A setup for SedMed’s toilet lift at a recent conference. (Photo courtesy of SedMed)

The bathroom is an “under-innovated” space for tech aids, but sadly also an overrepresented space for seniors’ falls.

Perhaps that’s why it’s no surprise that developers of a mechanical toilet seat lift have been so busy. They recently raised more than $1 million in seed funding and conducted several successful pilot programs.

The company is hoping to expand its reach within the senior living and care space, SedMed CEO Jeremy Bronen told McKnight’s this week.

The seating device is the SedMed Toilet Lift. It can elevate up to 80% of its body weight and assists with getting a user both on and off the toilet.

“We want, at our core, to protect older adults from falls in the bathroom and make the bathroom experience more prideful, dignified and independent,” Bronen explained.

Falls are the leading cause of death among older adults. Some 80% of bathroom injuries are caused by falling; seniors are at greater risk for hospitalization or injuries such as hip fractures, data from the Centers for Disease Control and Prevention shows.

In addition to reducing any physical strain in using the toilet, the goal is also to take some pressure off caregivers who are often responsible for assisting, and physically lifting, their charge on and off the toilet.  

The company’s first pilot partner and official customer is Lutheran Senior Services in the St.
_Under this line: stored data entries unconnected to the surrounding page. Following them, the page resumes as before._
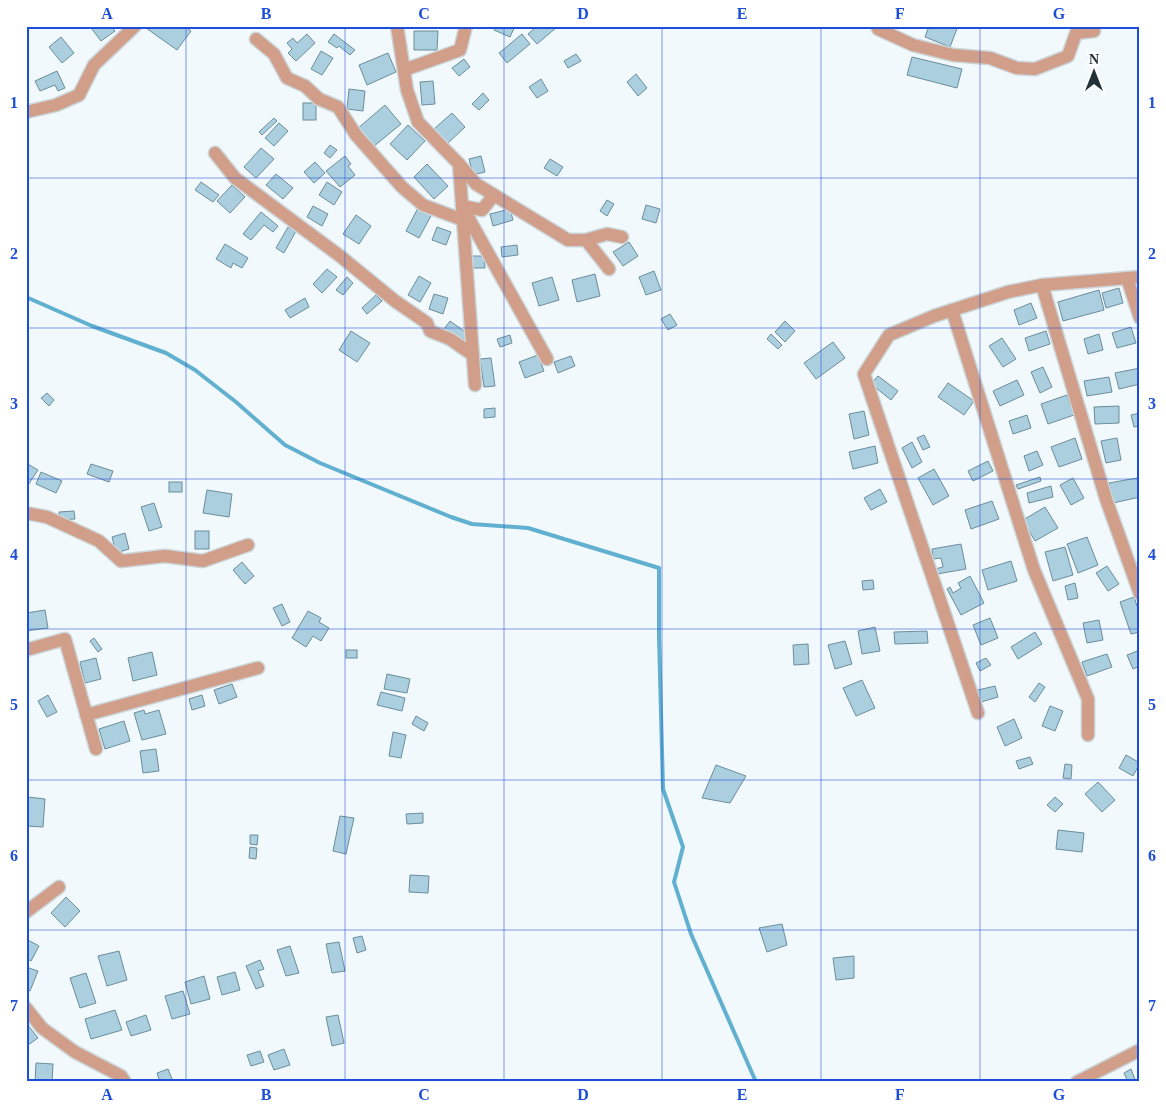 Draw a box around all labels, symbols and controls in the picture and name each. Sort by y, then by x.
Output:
text: A [101,5,113,22]
text: B [261,5,272,22]
text: C [418,5,430,22]
text: D [577,5,589,22]
text: E [737,5,747,22]
text: F [895,5,905,22]
text: G [1053,5,1066,22]
north arrow [1068,48,1118,98]
text: N [1089,52,1099,67]
text: 1 [10,94,18,111]
text: 1 [1148,94,1156,111]
text: 2 [10,245,18,262]
text: 2 [1148,245,1156,262]
text: 3 [10,395,18,412]
text: 3 [1148,395,1156,412]
text: 4 [10,546,18,563]
text: 4 [1148,546,1156,563]
text: 5 [10,696,18,713]
text: 5 [1148,696,1156,713]
text: 6 [10,847,18,864]
text: 6 [1148,847,1156,864]
text: 7 [10,997,18,1014]
text: 7 [1148,997,1156,1014]
text: A [101,1086,113,1103]
text: B [261,1086,272,1103]
text: C [418,1086,430,1103]
text: D [577,1086,589,1103]
text: E [737,1086,747,1103]
text: F [895,1086,905,1103]
text: G [1053,1086,1066,1103]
Louis area. 

Bronen joked that he did not always intend to become a “toilet entrepreneur,” but that the SedMed seat came out of a project while he was a student at the University of Connecticut, helping an elderly woman who was struggling to get around her house.

The SedMed is fully mechanical and does not require any electricity. Other toilet-related innovations, like the TrueLoo “smart” seat, use different models or methods.

SedMed’s weight-adjustable seat was designed to be easy to control and adjust, so that seniors can have confidence in the concept, Bronen said.

“I think that seniors, they can sometimes be afraid of change in general,” he said. “and sometimes they can be afraid if they become reliant on something then they will lose their independence. But in reality they may have ‘lost it’ and that is what they need.”

For now, the company is currently offering free pilot trials to LTC facilities.

In the near future, plans to finish developing a remote patient monitoring tracker that analyzes toilet usage and frequency; the company also may look into mechanical solutions for other areas where seniors struggle, including the shower or kitchen, Bronen said.